Trump's escalating trade war is proving challenge enough for Chinese President Xi Jinping. Tariffs on steel, aluminum and 25% levies on $50 billion of mainland goods are a frontal assault on the rapid gross domestic product on which Xi's legitimacy rests. Xi, too, is devising contingency plans should Trump make good on threats to target as much as $500 billion of goods and slap a 25% tax on car imports.
The White House's dollar-depreciation gambit raises the stakes. A rising yuan would further imperil the all-important export engine. It would increase pressure on China Inc., risking major debt defaults. It would have Beijing shelving reforms to reduce runaway debt and credit, exacerbating Beijing's imbalances.
Spare a thought, too, for Japanese Prime Minister Shinzo Abe, ostensibly Trump's closest ally. This was supposed to be the year Japan's five-years-long reflation scheme gained traction. A 2.8% jump in real wages in June from a year earlier, the biggest increase since 1997, fits with that optimistic view. But all bets may be off as Trump targets China, Japan's main trading partner, and the auto sector. Now, add in a potentially stronger yen savaging exporters.
The BOJ could always signal its stands ready to keep the liquidity spigot open. That might just provoke Trump to target Tokyo. Last year, Trump surprised Abe's team by listing Japan among governments guilty of "global freeloading" via exchange rates.

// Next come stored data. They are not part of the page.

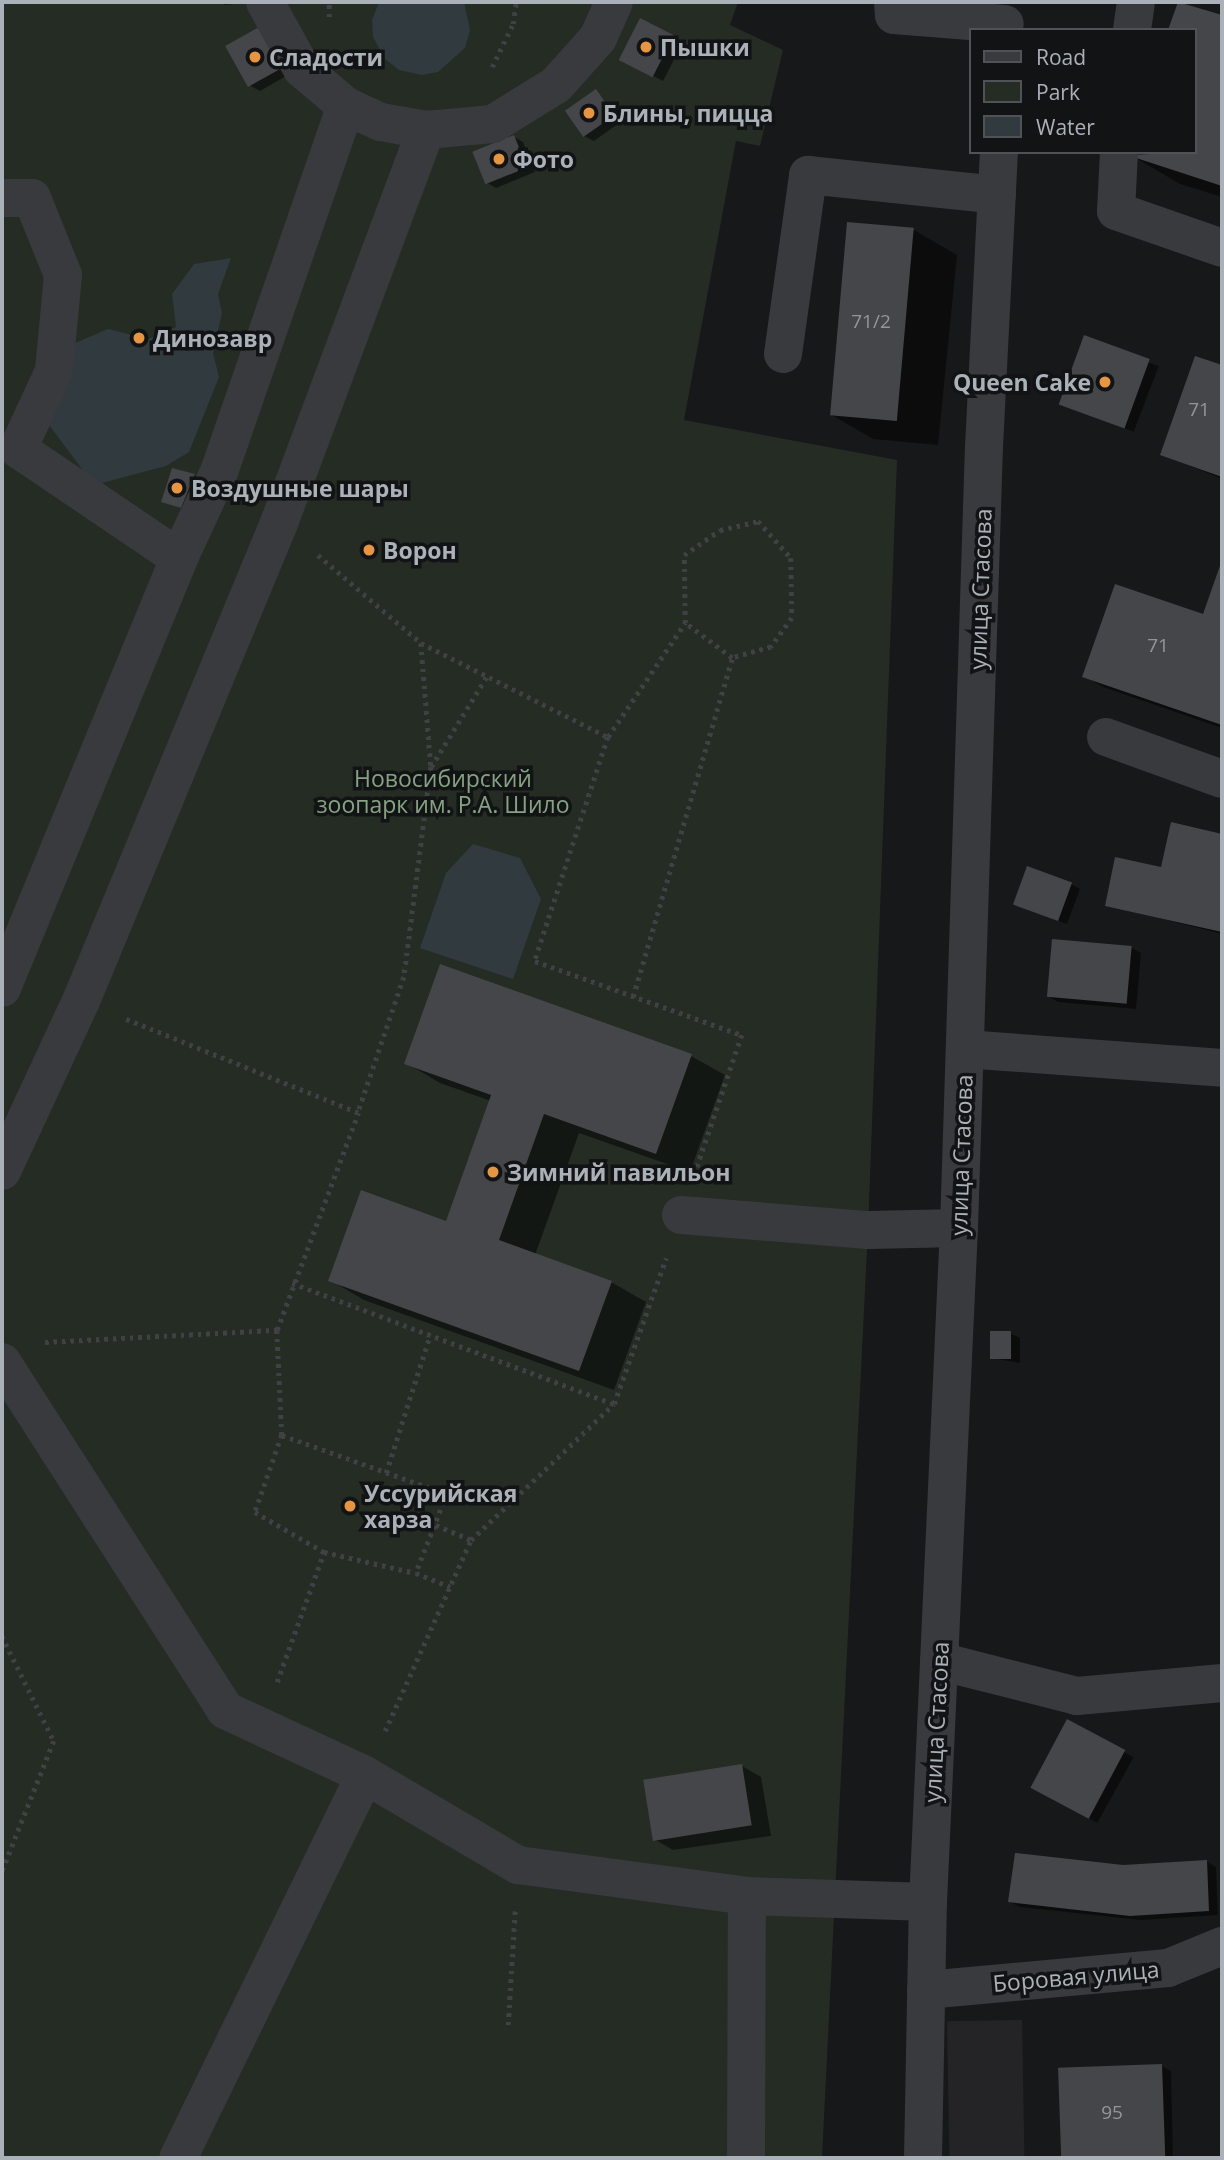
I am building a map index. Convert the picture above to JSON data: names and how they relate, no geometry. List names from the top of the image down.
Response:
{
  "streets": {
    "street": ["улица Стасова", "Боровая улица"]
  },
  "crossings": [
    ["улица Стасова", "Боровая улица"]
  ],
  "parks": ["Новосибирский зоопарк им. Р.А. Шило"],
  "places": [
    "Пышки",
    "Сладости",
    "Блины, пицца",
    "Фото",
    "Динозавр",
    "Queen Cake",
    "Воздушные шары",
    "Ворон",
    "Зимний павильон",
    "Уссурийская харза"
  ],
  "house_numbers": [
    "71/2",
    "71",
    "71",
    "95"
  ],
  "legend": ["Road", "Park", "Water"]
}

"You look at what China's doing, you look at what Japan has done over the years - they play the money market, they play the devaluation market and we sit there like a bunch of dummies," Trump complained in February 2017. He did so around the same time he hit Toyota Motor on Twitter, threatening a "big border tax" over plans for a $1 billion factory in Mexico.
The growth calculus also changes for South Korea should the won surge. This year's 4.8% drop versus the dollar is key to maintaining the 2.9% growth Korea posted in the second quarter. Already, though, the 6.2% rise in exports in July from a year earlier was half the 13.5% pace in May. Fresh headwinds make it less likely giant conglomerates will fatten paychecks or help President Moon Jae-in reduce 9.2% youth unemployment.

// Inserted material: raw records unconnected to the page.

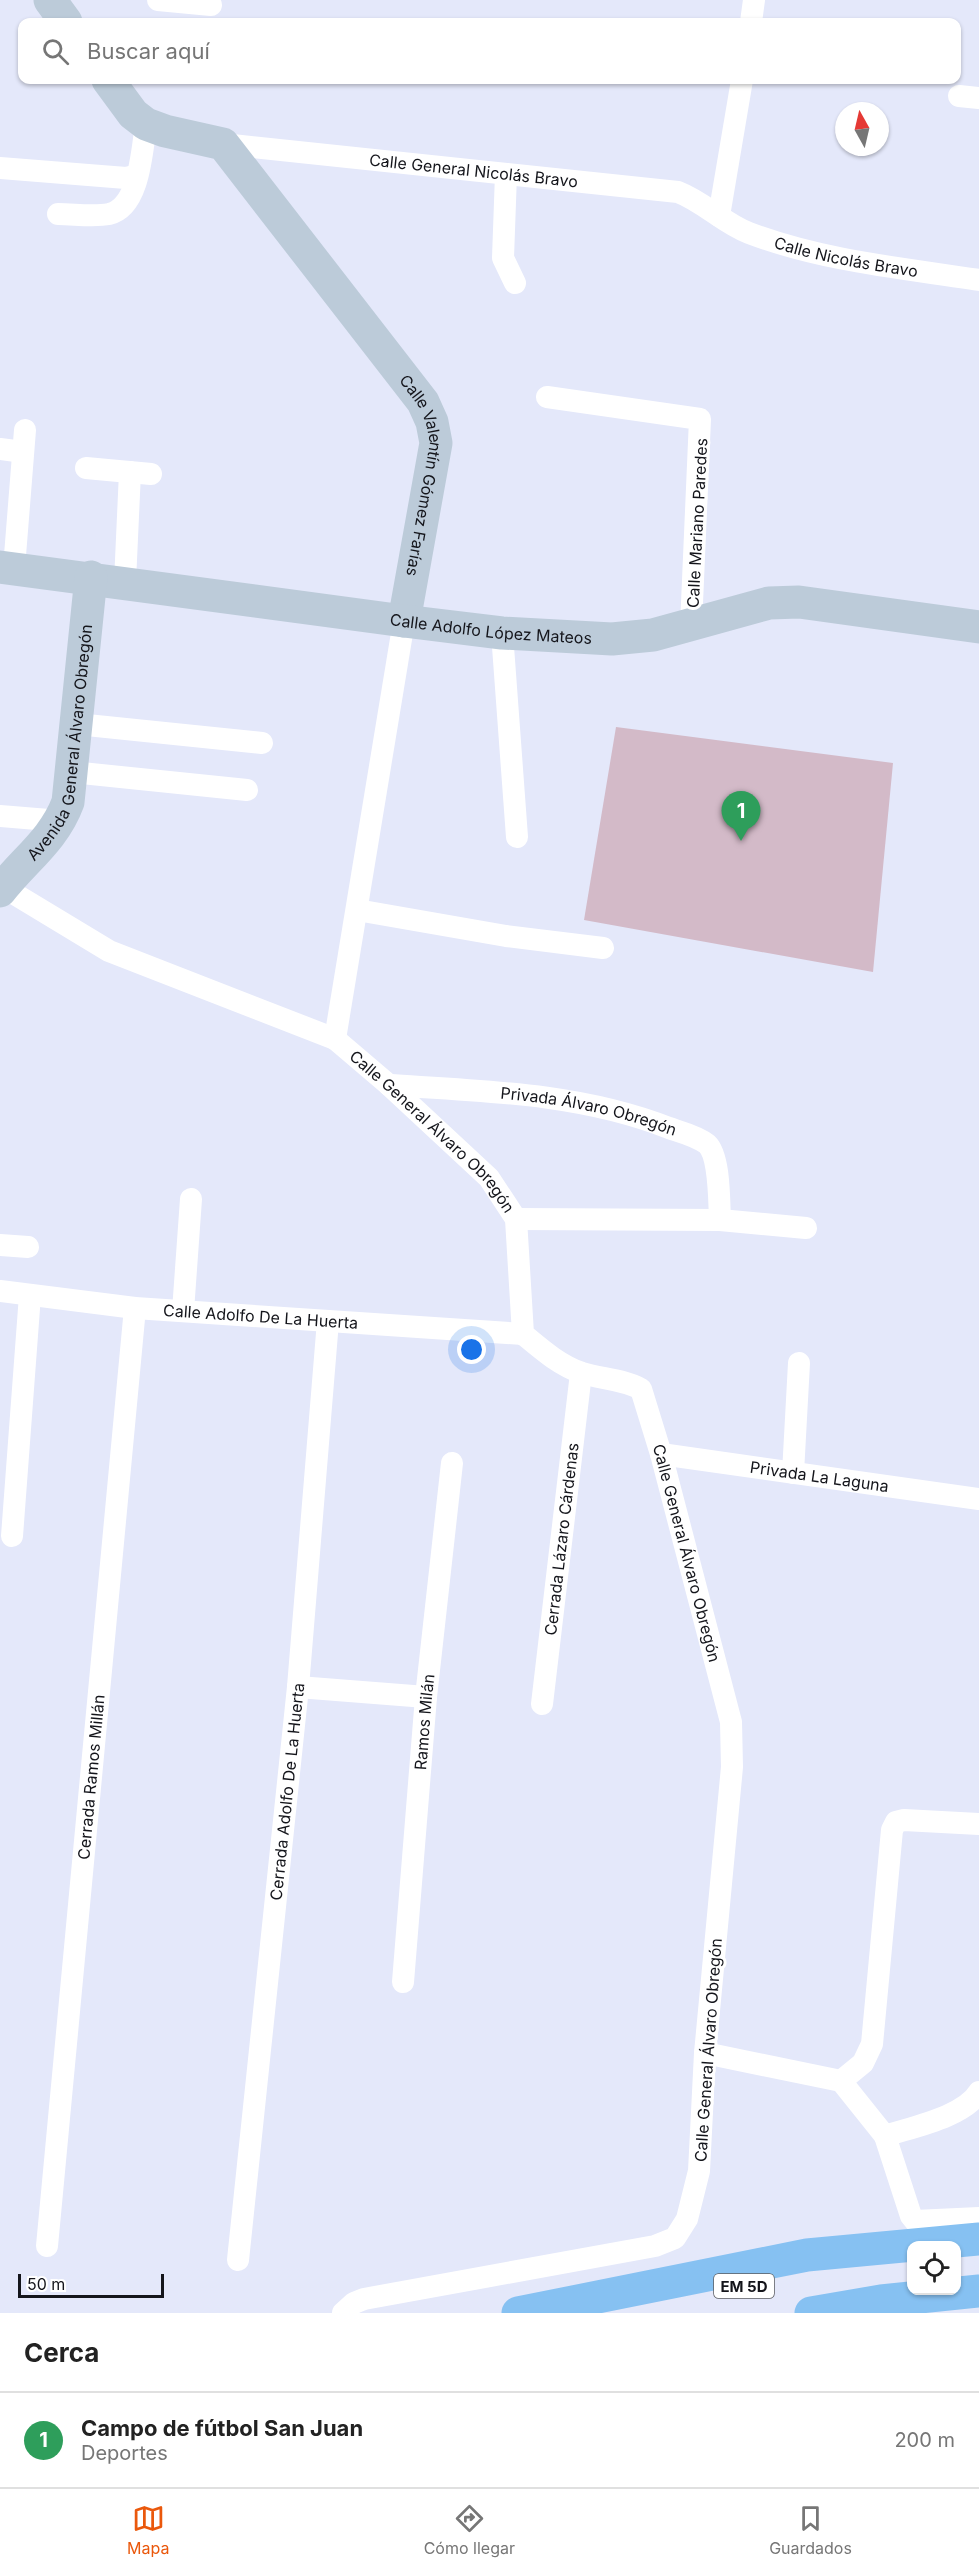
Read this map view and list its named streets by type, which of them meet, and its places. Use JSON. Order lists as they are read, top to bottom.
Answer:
{
  "streets": {
    "highway": ["EM 5D"],
    "main road": ["Calle Valentín Gómez Farías", "Calle Adolfo López Mateos", "Avenida General Álvaro Obregón"],
    "street": [
      "Calle General Nicolás Bravo",
      "Calle Nicolás Bravo",
      "Calle Mariano Paredes",
      "Privada Álvaro Obregón",
      "Calle General Álvaro Obregón",
      "Calle Adolfo De La Huerta",
      "Privada La Laguna",
      "Cerrada Lázaro Cárdenas",
      "Ramos Milán",
      "Cerrada Ramos Millán",
      "Cerrada Adolfo De La Huerta"
    ]
  },
  "crossings": [
    ["Calle General Nicolás Bravo", "Calle Nicolás Bravo"],
    ["Calle General Nicolás Bravo", "Calle Valentín Gómez Farías"],
    ["Calle Valentín Gómez Farías", "Calle Adolfo López Mateos"],
    ["Calle Valentín Gómez Farías", "Calle General Álvaro Obregón"],
    ["Calle Mariano Paredes", "Calle Adolfo López Mateos"],
    ["Calle Adolfo López Mateos", "Avenida General Álvaro Obregón"],
    ["Avenida General Álvaro Obregón", "Calle General Álvaro Obregón"],
    ["Privada Álvaro Obregón", "Calle General Álvaro Obregón"],
    ["Calle General Álvaro Obregón", "Calle Adolfo De La Huerta"],
    ["Calle General Álvaro Obregón", "Privada La Laguna"],
    ["Calle General Álvaro Obregón", "Cerrada Lázaro Cárdenas"],
    ["Calle Adolfo De La Huerta", "Cerrada Ramos Millán"],
    ["Calle Adolfo De La Huerta", "Cerrada Adolfo De La Huerta"]
  ],
  "scale_bar": "50 m",
  "north": "top",
  "page": {
    "search": "Buscar aquí",
    "pins": "1",
    "scale": "50 m",
    "heading": "Cerca",
    "list": [
      {
        "mark": "1",
        "name": "Campo de fútbol San Juan",
        "note": "Deportes",
        "value": "200 m"
      }
    ],
    "nav": ["Mapa", "Cómo llegar", "Guardados"]
  }
}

If threats to competitiveness were not bad enough, Asian governments also must brace for increased market volatility. Trump, after all, is not just brawling with foreign governments, but his own central bank.

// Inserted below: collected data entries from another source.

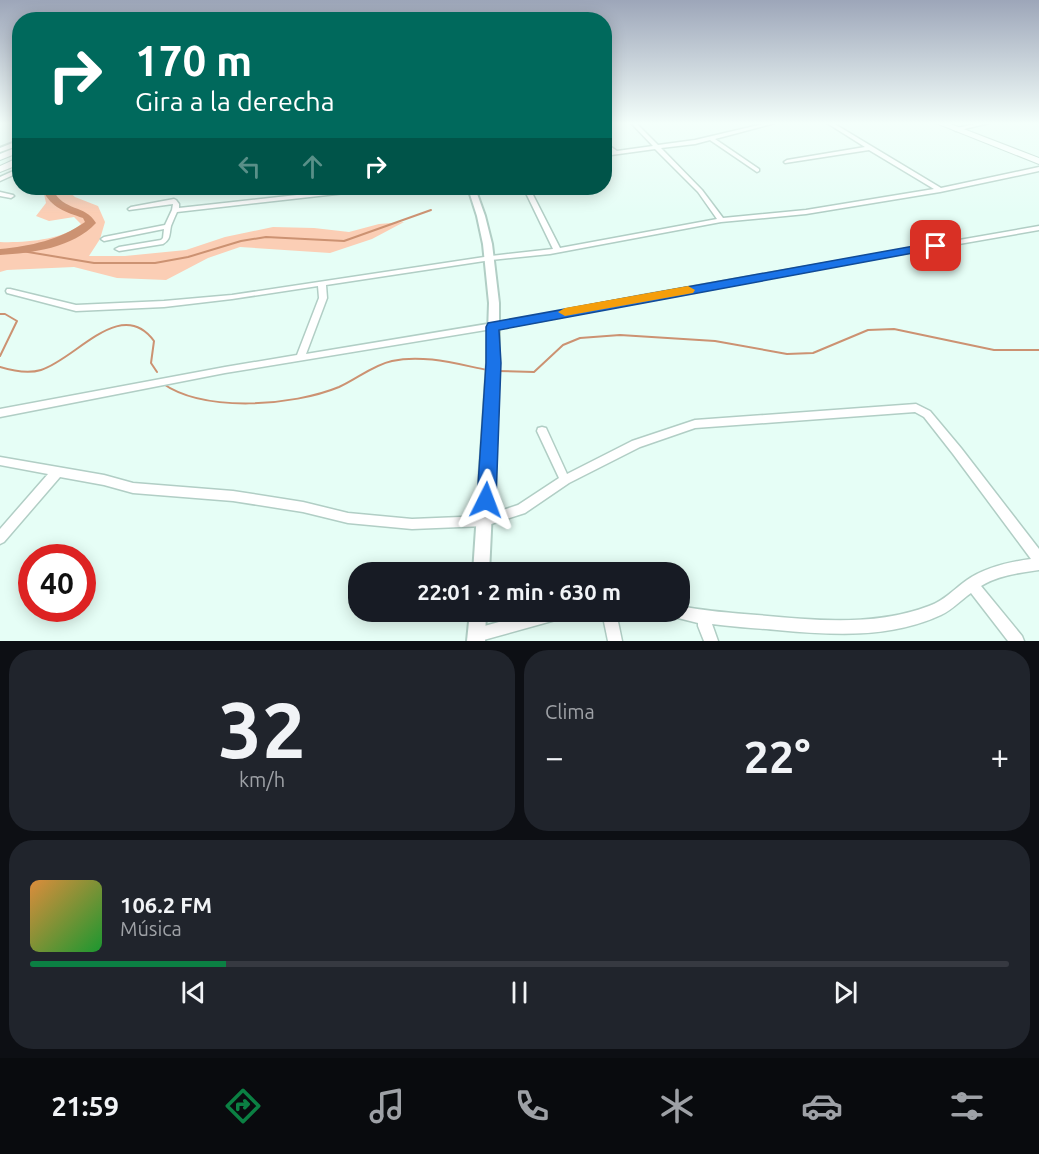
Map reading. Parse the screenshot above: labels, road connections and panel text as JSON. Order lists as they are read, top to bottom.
{
  "page": {
    "turn": ["170 m", "Gira a la derecha"],
    "limit": "40",
    "trip": "22:01 · 2 min · 630 m",
    "tile": [
      ["32", "km/h"],
      "Clima"
    ],
    "heat": ["−", "22°", "+"],
    "song": ["106.2 FM", "Música"],
    "tabs": "21:59"
  }
}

"Even if Powell is no pushover," says Axel Merk, president of Merk Investments, "it may be costly nonetheless as Fed policy may have gotten more expensive: more action -- higher rates -- may be necessary because of the political interference than otherwise would be warranted. And there you have it: a Trump put with unintended consequences."
Or perhaps it is entirely intended, as Trump does his worst to upend the status quo in global economic circles. Asia's export-reliant economies are on the front line of Trump making currency wars great again. That would be anything but great for Asian growth in the months ahead.
William Pesek is an award-winning Tokyo-based journalist and author of "Japanization: What the World Can Learn from Japan's Lost Decades." He was given the 2018 prize for excellence in opinion writing by the Society of Publishers in Asia, for his work for the Nikkei Asian Review.